Kevin Baker's book is here!
"... an exemplary sports book..." Kirkus Reviews

Saturday, August 30, 2014

Could Ellsbury's ankle be the 2014 equivalent of Gardner's 2013 ribs?

The poet Robert Frost, a man who pondered fences even more than Bobby Abreu, once famously asked whether the world will end in fire... or in ice?

He was, of course, writing metaphorically about the 2014 Yankees.

Will we go out swinging hot bats... or sitting in the clubhouse, pressing ice to a swollen elbow or knee?

In recent years, one regular certainty about the Yankees has been the Injury Specter, who is always lurking outside the door or behind the team bus. It seems that whenever we reach full stride, someone reaches for his strained hamstring. It's the mark of old, veteran teams. It's the mark of players who wear down after 140 games, or of pitchers who assume a new consciousness after 140 innings.

Last Sept. 12, all my remaining hopes for the 2013 Yankees died. That night, our best clutch hitter, Brett Gardner, stepped up to the plate against Baltimore. He took a swing and grimaced, then walked gingerly to the dugout. He strained the muscles around his ribs, and he never batted again in the season. Losing him was our final kick in the side.

Well, last night, we might have lost Jacoby Ellsbury, who did something to his ankle on a play at the plate in the ninth. He limped after the game, and he might need an MRI, and if there's anything Yankee fans fear more than bum ankles, it MRIs, which always seem to show something nasty.

We all know what it would mean to lose Ellsbury right now. It would mean losing our best hitter and replacing him with Zelous Wheeler. It would be like moving from an exalted and pretentious high-brow Robert Frost anecdotal lead to a grotesque finale, based on junk TV culture. That's something you'll never see here.

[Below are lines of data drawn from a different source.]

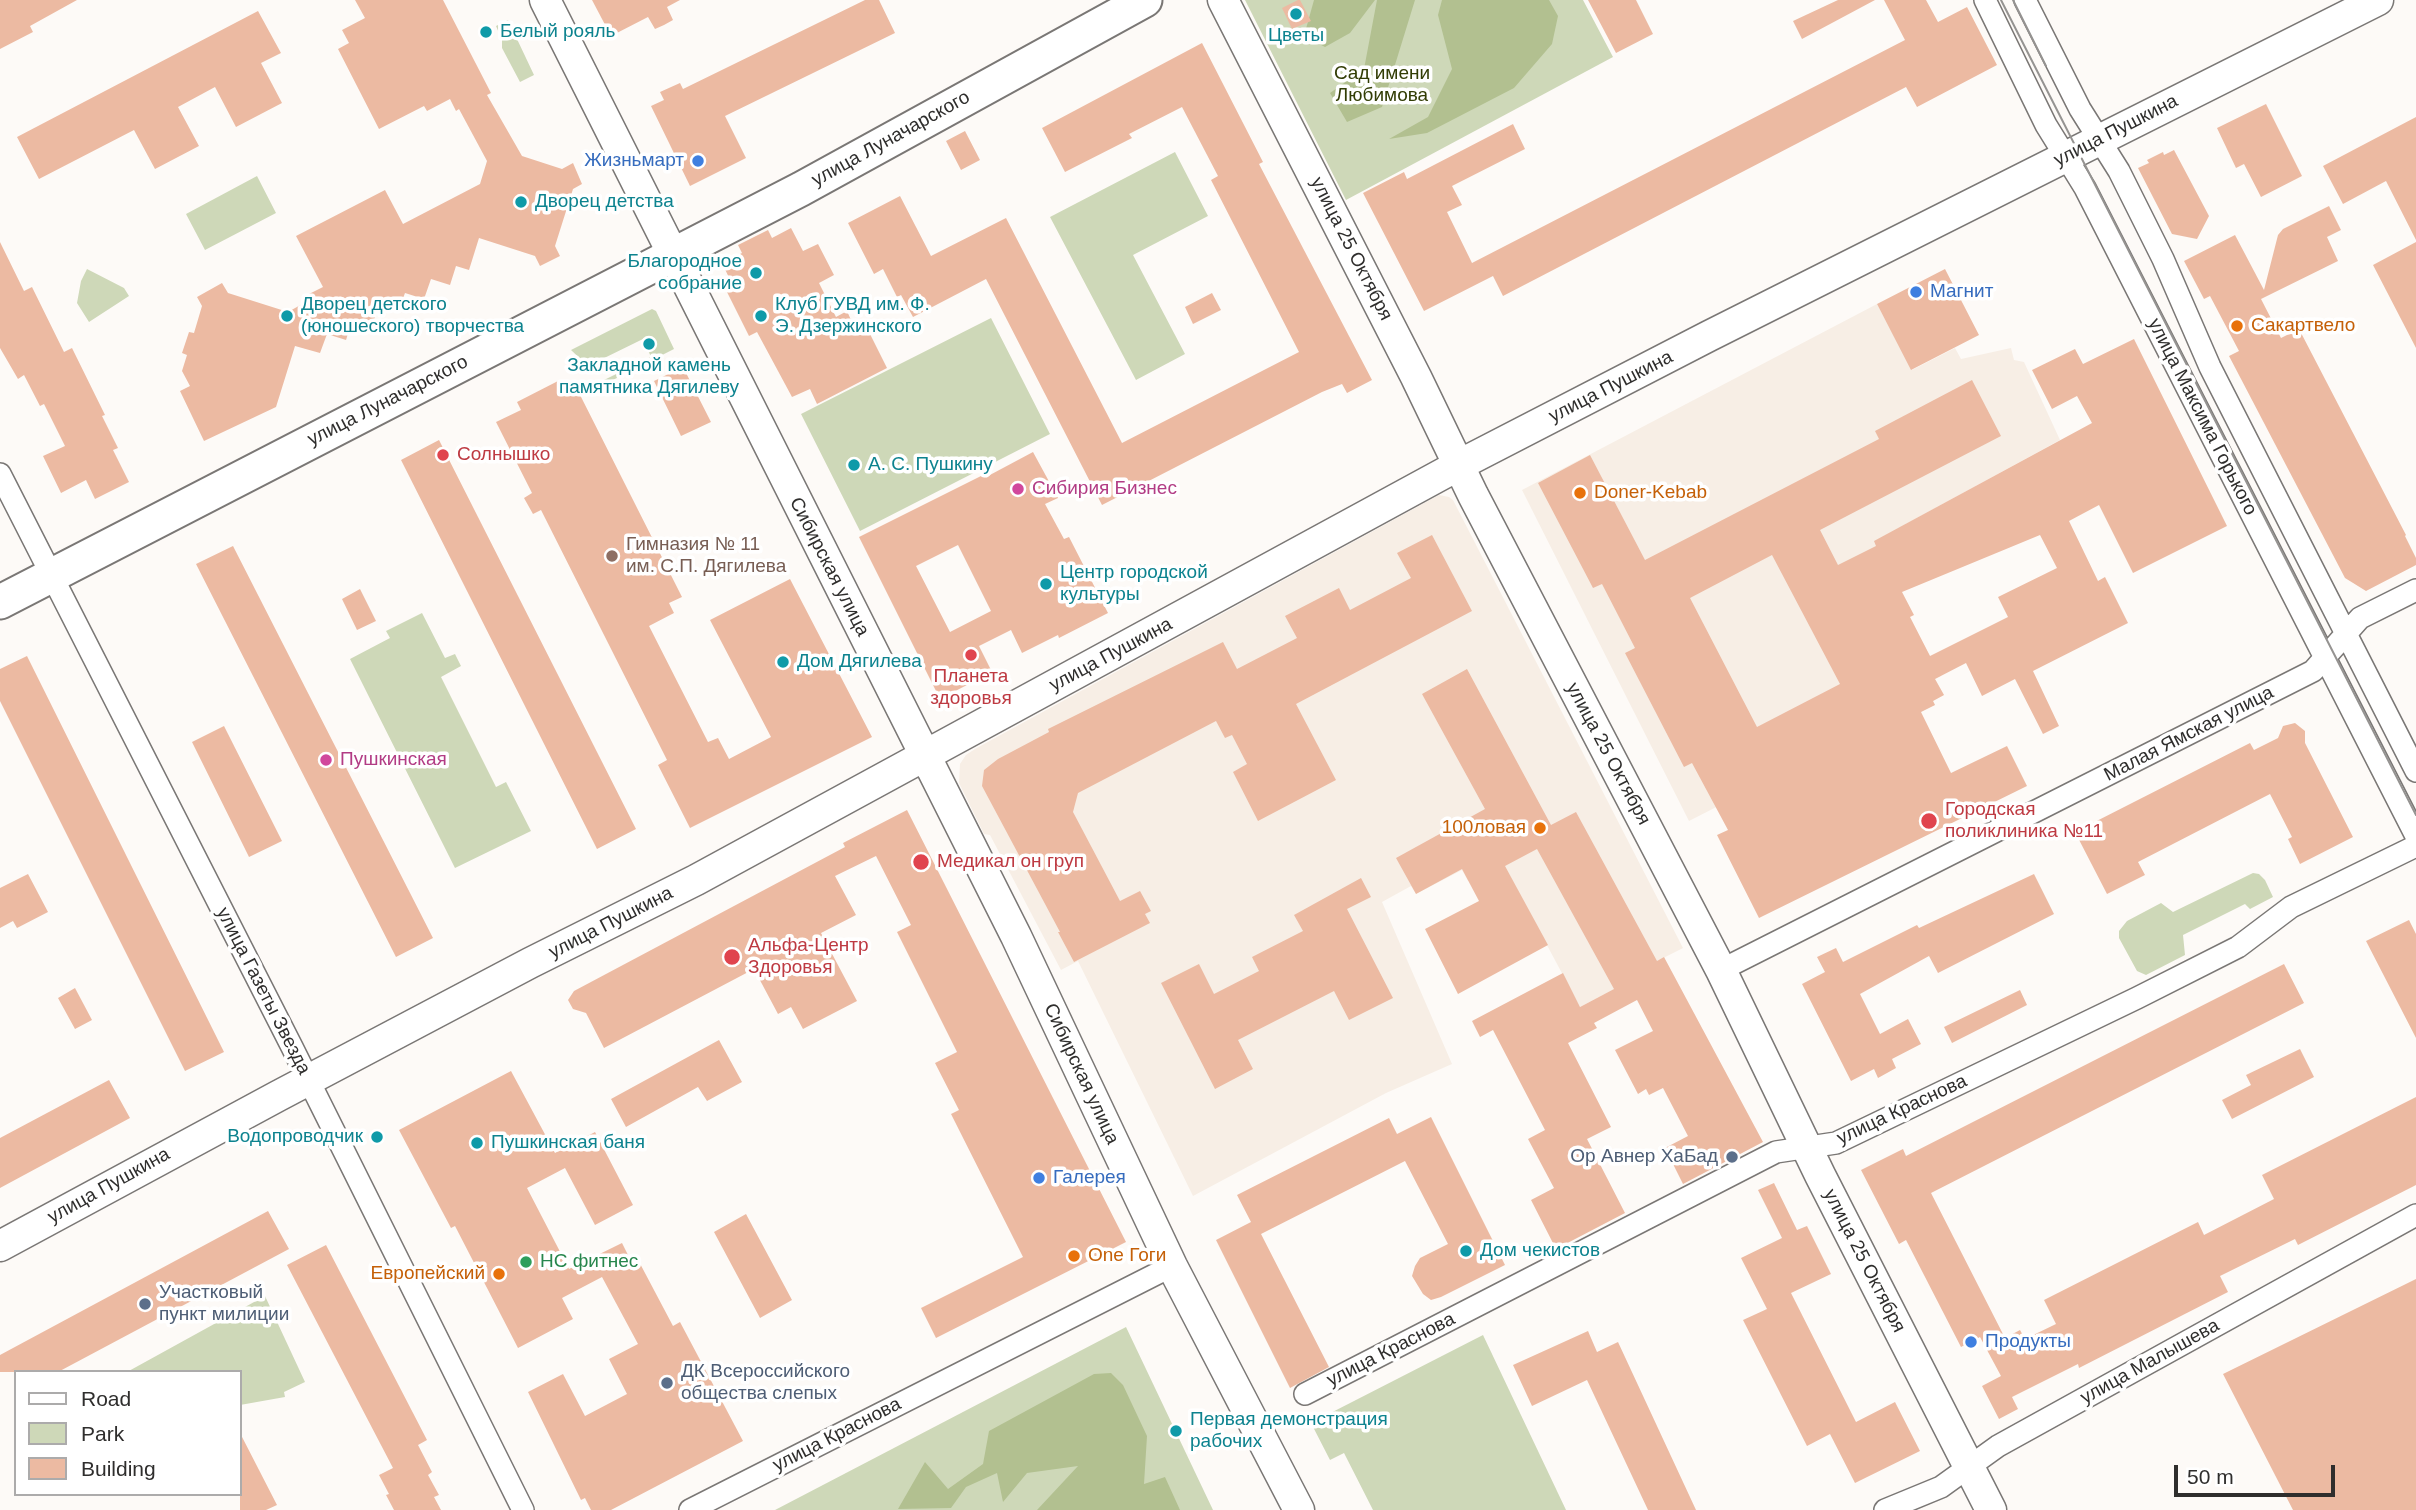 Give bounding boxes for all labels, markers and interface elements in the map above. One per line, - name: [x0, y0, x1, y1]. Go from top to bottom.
- marker: Цветы: [1288, 6, 1304, 22]
- place label: Белый рояль: [500, 21, 615, 43]
- marker: Белый рояль: [478, 24, 494, 40]
- place label: Цветы: [1268, 25, 1324, 47]
- park label: Сад имени Любимова: [1334, 63, 1430, 107]
- street label: улица Луначарского: [808, 86, 974, 192]
- street label: улица Пушкина: [2050, 90, 2182, 172]
- place label: Жизньмарт: [584, 150, 684, 172]
- marker: Жизньмарт: [690, 153, 706, 169]
- street label: улица 25 Октября: [1305, 174, 1397, 324]
- place label: Дворец детства: [535, 191, 674, 213]
- marker: Дворец детства: [513, 194, 529, 210]
- place label: Благородное собрание: [628, 251, 742, 295]
- marker: Благородное собрание: [748, 265, 764, 281]
- place label: Магнит: [1930, 281, 1993, 303]
- marker: Магнит: [1908, 284, 1924, 300]
- place label: Дворец детского (юношеского) творчества: [301, 294, 524, 338]
- place label: Клуб ГУВД им. Ф. Э. Дзержинского: [775, 294, 930, 338]
- marker: Дворец детского (юношеского) творчества: [279, 308, 295, 324]
- marker: Клуб ГУВД им. Ф. Э. Дзержинского: [753, 308, 769, 324]
- street label: улица Максима Горького: [2142, 315, 2262, 519]
- place label: Сакартвело: [2251, 315, 2355, 337]
- marker: Сакартвело: [2229, 318, 2245, 334]
- marker: Закладной камень памятника Дягилеву: [641, 336, 657, 352]
- street label: улица Пушкина: [1545, 346, 1677, 428]
- street label: улица Луначарского: [304, 351, 472, 451]
- place label: Закладной камень памятника Дягилеву: [559, 355, 739, 399]
- place label: Солнышко: [457, 444, 550, 466]
- marker: Солнышко: [435, 447, 451, 463]
- place label: А. С. Пушкину: [868, 454, 993, 476]
- marker: А. С. Пушкину: [846, 457, 862, 473]
- place label: Сибирия Бизнес: [1032, 478, 1177, 500]
- marker: Сибирия Бизнес: [1010, 481, 1026, 497]
- place label: Doner-Kebab: [1594, 482, 1707, 504]
- marker: Doner-Kebab: [1572, 485, 1588, 501]
- street label: Сибирская улица: [784, 494, 874, 640]
- place label: Гимназия № 11 им. С.П. Дягилева: [626, 534, 786, 578]
- marker: Гимназия № 11 им. С.П. Дягилева: [604, 548, 620, 564]
- place label: Центр городской культуры: [1060, 562, 1208, 606]
- marker: Центр городской культуры: [1038, 576, 1054, 592]
- street label: улица Пушкина: [1046, 613, 1176, 697]
- marker: Планета здоровья: [963, 647, 979, 663]
- place label: Дом Дягилева: [797, 651, 922, 673]
- marker: Дом Дягилева: [775, 654, 791, 670]
- place label: Планета здоровья: [930, 666, 1012, 710]
- street label: улица 25 Октября: [1561, 679, 1655, 829]
- street label: Малая Ямская улица: [2100, 681, 2278, 787]
- place label: Пушкинская: [340, 749, 447, 771]
- marker: Пушкинская: [318, 752, 334, 768]
- place label: Городская поликлиника №11: [1945, 799, 2103, 843]
- marker: Городская поликлиника №11: [1919, 811, 1939, 831]
- place label: 100ловая: [1442, 817, 1526, 839]
- marker: 100ловая: [1532, 820, 1548, 836]
- place label: Медикал он груп: [937, 851, 1084, 873]
- marker: Медикал он груп: [911, 852, 931, 872]
- street label: улица Пушкина: [545, 882, 677, 964]
- street label: улица Газеты Звезда: [211, 904, 315, 1078]
- place label: Альфа-Центр Здоровья: [748, 935, 869, 979]
- marker: Альфа-Центр Здоровья: [722, 947, 742, 967]
- street label: Сибирская улица: [1038, 1000, 1124, 1148]
- street label: улица Краснова: [1833, 1070, 1971, 1150]
- place label: Водопроводчик: [227, 1126, 363, 1148]
- marker: Водопроводчик: [369, 1129, 385, 1145]
- place label: Пушкинская баня: [491, 1132, 645, 1154]
- marker: Пушкинская баня: [469, 1135, 485, 1151]
- street label: улица Пушкина: [44, 1143, 174, 1229]
- place label: Ор Авнер ХаБад: [1570, 1146, 1718, 1168]
- marker: Ор Авнер ХаБад: [1724, 1149, 1740, 1165]
- place label: Галерея: [1053, 1167, 1126, 1189]
- marker: Галерея: [1031, 1170, 1047, 1186]
- street label: улица 25 Октября: [1818, 1186, 1910, 1336]
- place label: Дом чекистов: [1480, 1240, 1600, 1262]
- marker: Дом чекистов: [1458, 1243, 1474, 1259]
- place label: One Гоги: [1088, 1245, 1166, 1267]
- marker: One Гоги: [1066, 1248, 1082, 1264]
- place label: НС фитнес: [540, 1251, 638, 1273]
- marker: НС фитнес: [518, 1254, 534, 1270]
- place label: Европейский: [371, 1263, 485, 1285]
- marker: Европейский: [491, 1266, 507, 1282]
- place label: Участковый пункт милиции: [159, 1282, 289, 1326]
- marker: Участковый пункт милиции: [137, 1296, 153, 1312]
- street label: улица Краснова: [1323, 1308, 1459, 1392]
- street label: улица Малышева: [2077, 1314, 2223, 1410]
- place label: Продукты: [1985, 1331, 2071, 1353]
- marker: Продукты: [1963, 1334, 1979, 1350]
- place label: ДК Всероссийского общества слепых: [681, 1361, 850, 1405]
- legend: [14, 1370, 242, 1496]
- marker: ДК Всероссийского общества слепых: [659, 1375, 675, 1391]
- text: Road: [81, 1387, 131, 1410]
- street label: улица Краснова: [769, 1393, 905, 1477]
- place label: Первая демонстрация рабочих: [1190, 1409, 1388, 1453]
- text: Park: [81, 1422, 124, 1445]
- marker: Первая демонстрация рабочих: [1168, 1423, 1184, 1439]
- scale bar: [2178, 1450, 2339, 1494]
- text: Building: [81, 1457, 156, 1480]
- text: 50 m: [2187, 1465, 2234, 1488]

Nope. The 2014 Yankees are like a starship running on impulse power after a direct hit from a Klingon vessel, thanks to those damn cloaking mechanisms, which would be outlawed, if Bud Selig were Commissioner of the Universe, rather than merely Commissioner of Baseball. (Then again, we would probably have to lose much of our front bridge staff - at least Checkov and Uhura - due to Selig's imposed salary caps, so it's probably a good thing he's not in charge.) We're holding steady, awaiting the damage report from Scotty. Wait a minute. Wasn't Robert Frost Scottish?